In order to examine the robustness of the above conclusions against the location of time of the analysed high wall stress, the same quantitative analysis is performed for all the 48 events obtained using the criteria in § 2.3. Specifically, (i) the stochastic Lagrangian trajectories are integrated until 
$\delta s = -20$; (ii) 
$k$-means clustering is implemented using the normalized displacement from the starting point (see SM and movie 1 for more details about the clustering results); (iii) the expectation of different terms in the stochastic Cauchy invariant ((3.3), (3.4)) are evaluated, and the results are provided in table 1 of the SM. The relative contribution of the Lighthill source and the stretching of near-wall vorticity are summarized in figure 8. The Lighthill source could produce either a positive or negative contribution to the wall vorticity (green histogram), although the absolute quantity is less than 
$40\,\%$ for all the cases. By comparison, about 
$45\,\%$–
$120\,\%$ of the enhanced skin friction originates from stretching of the near-wall vorticity (magenta histogram). The case with the lowest contribution from stretching has the highest contribution of the Lighthill source. These results confirmed the discussion from the particular event that we analysed in detail. Spanwise stretching of the near-wall vorticity is the dominant source to the enhanced skin friction at the onset of transition.
Figure 8. Histogram of the relative contribution from (green) the Lighthill source, 
$\mathbb {E}[\tilde L_z(s)] / \omega _z(t)$, and (magenta) stretching of near-wall vorticity, 
$f_{{nw}}\mathbb {E}_{{nw}}[\tilde D_{zz}\omega _z(s)] / \omega _z(t)$ for 48 events representing the enhanced skin friction.
Remarkably, these conclusions were essentially anticipated by Lighthill (Reference Lighthill1963), whose remarks deserve to be quoted here in full.
‘The main effect of a solid surface on turbulent vorticity close to it is to correlate inflow towards the surface with lateral stretching.
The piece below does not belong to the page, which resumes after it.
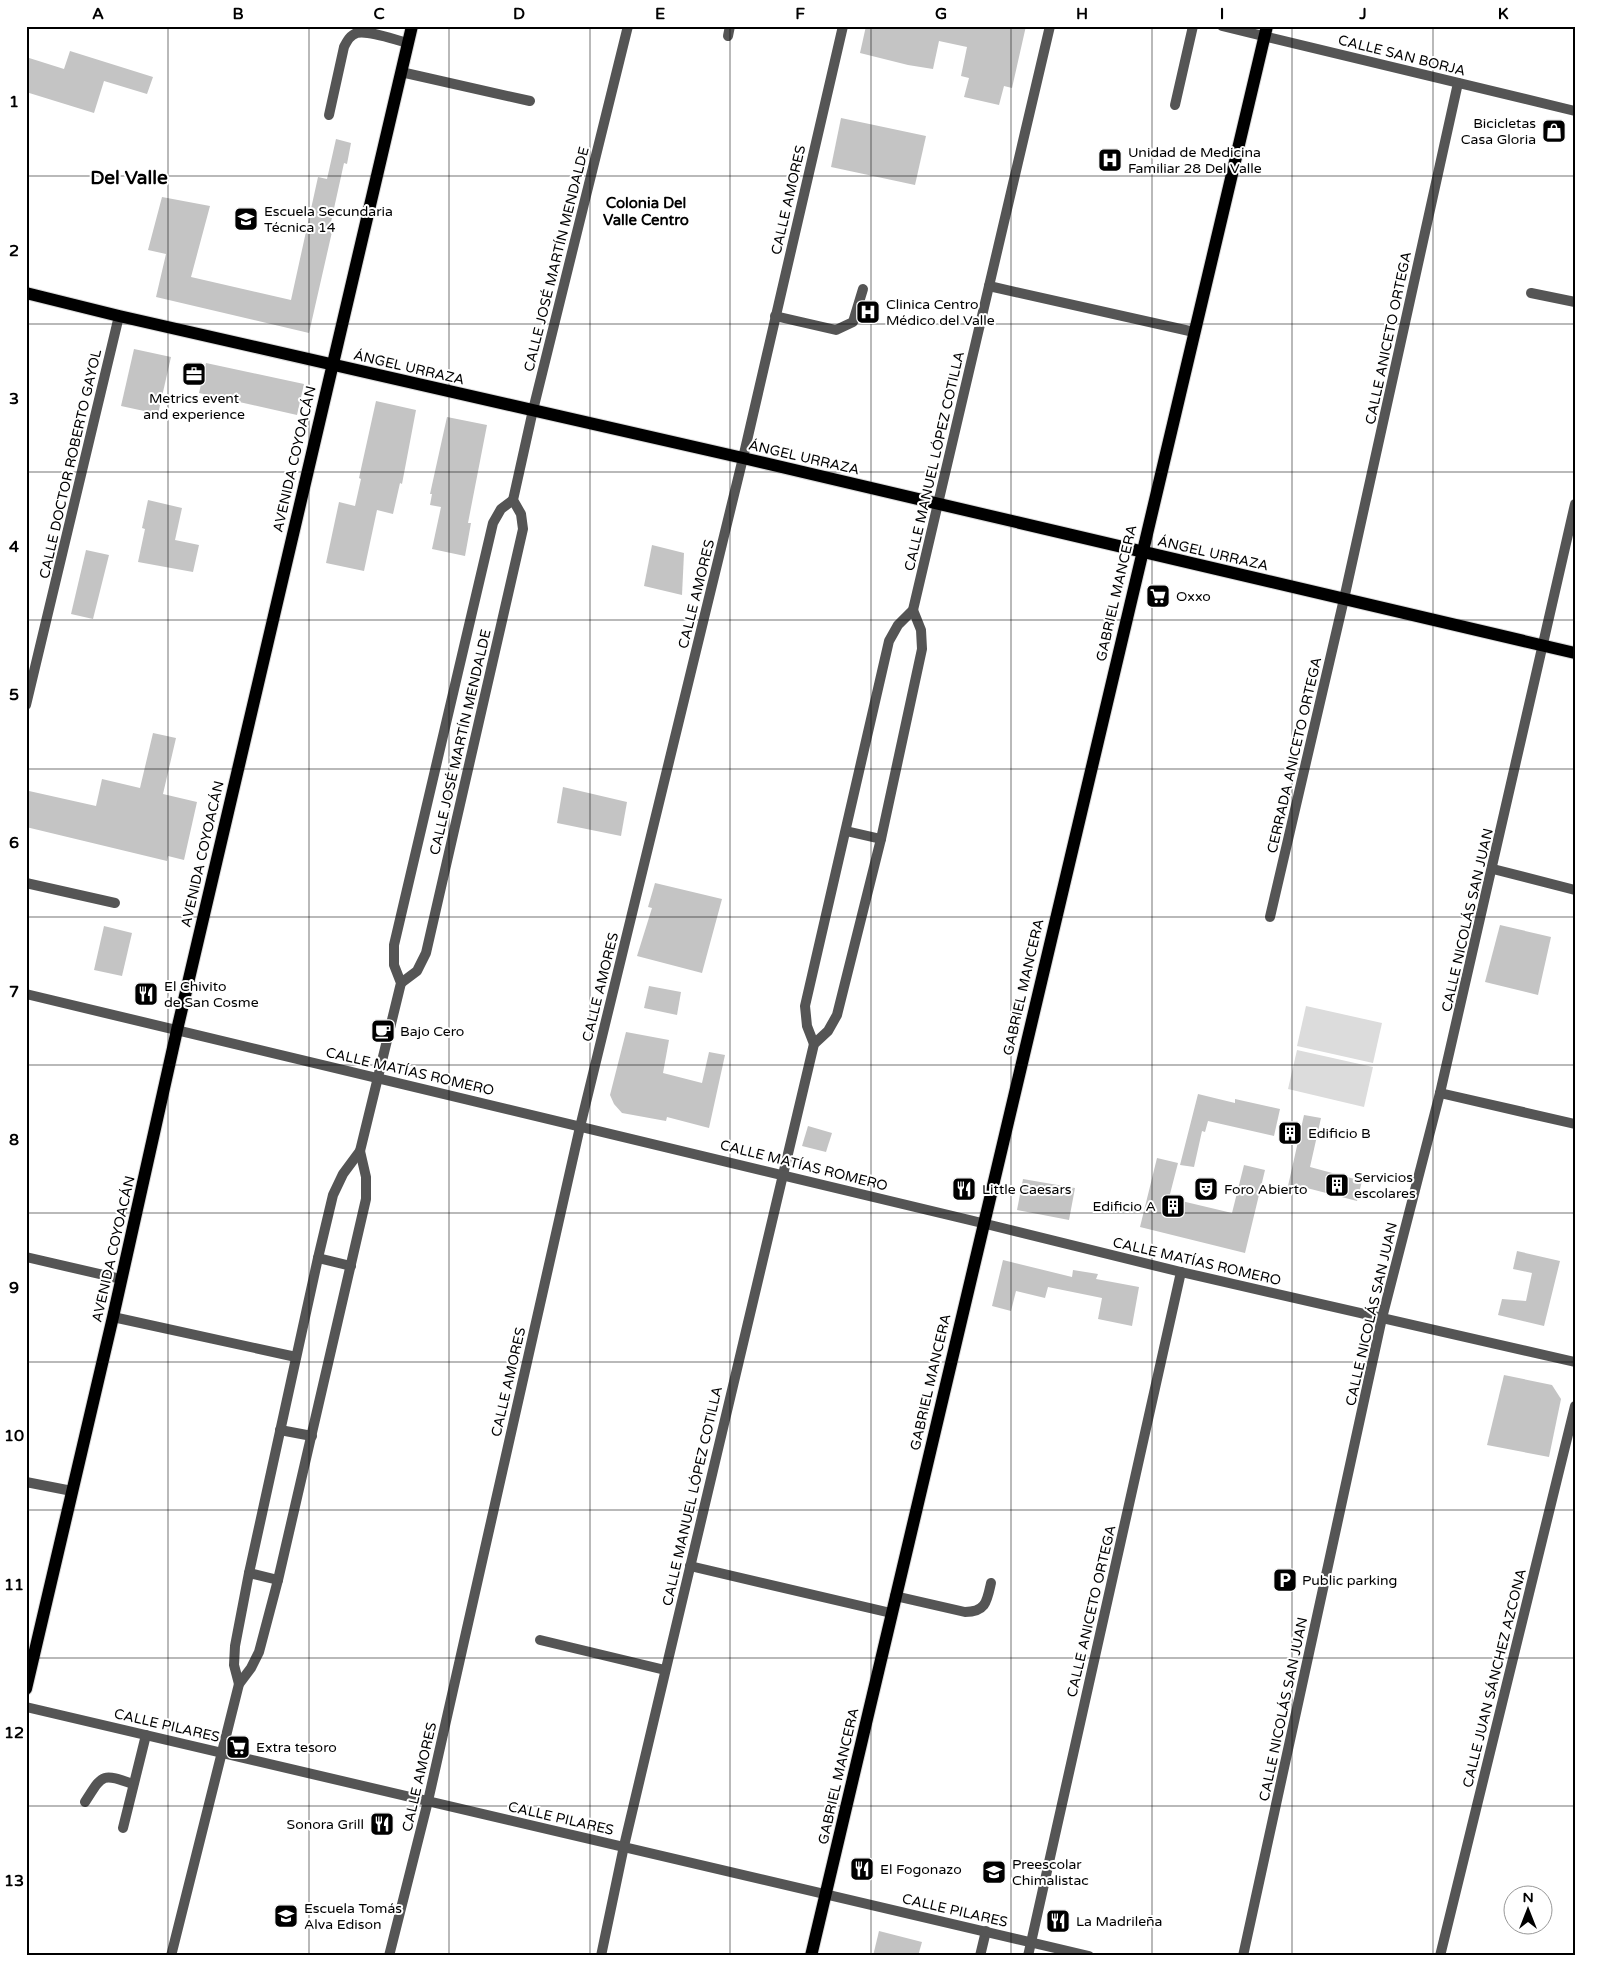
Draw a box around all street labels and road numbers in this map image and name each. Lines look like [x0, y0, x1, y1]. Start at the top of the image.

Note that only the stretching of vortex lines can explain how during transition the mean wall vorticity increases as illustrated in Fig.II.21; and only a tendency, for vortex lines to stretch as they approach the surface and relax as they move away from it, can explain how the gradient of mean vorticity
$\ldots$ is maintained in spite of viscous diffusion down it
$\ldots$
It is relevant to both these points that Fig.II.21 relates to uniform external flow, which implies zero mean rate of production of vorticity at the surface; but, even in an accelerating flow, the rate of production 
$UU'$ is too small to explain either.’
Our exact and quantitative analysis corroborates these arguments. In particular, high magnitudes of wall vorticity are produced mainly by spanwise stretching of near-wall spanwise vorticity. We find also that the wall vorticity source makes a relatively smaller contribution. This is in part because the mean pressure gradient of the flow is zero, so that the vorticity source is positive and negative with equal likelihood, and in part because the associated flux from the wall is too low to compete with lateral stretching. Even if the mean pressure gradient were not zero, as in a boundary layer with a downstream drop of total pressure, 
$p+\frac {1}{2}U^2,$ Lighthill in the passage quoted above argued that the average vorticity source will be too small to account for the greatly magnified vorticity at the wall. This argument is not conclusive, however, because the fluctuating pressure gradients may be much larger than the mean value. For example, in a fully turbulent channel flow at 
$Re_{\tau }=1000$, Eyink et al. (Reference Eyink, Gupta and Zaki2020a) found that the fluctuating pressure gradients scale in wall units as 
$\sim u_\tau ^3/\nu$ and are larger than the mean gradient by a factor of order 
$Re_{\tau }$. Similar scaling is observed in the transitional flow studied here but we find, nevertheless, that the largest magnitude fluctuations of the wall vorticity source are still too small to account for the enhanced skin friction.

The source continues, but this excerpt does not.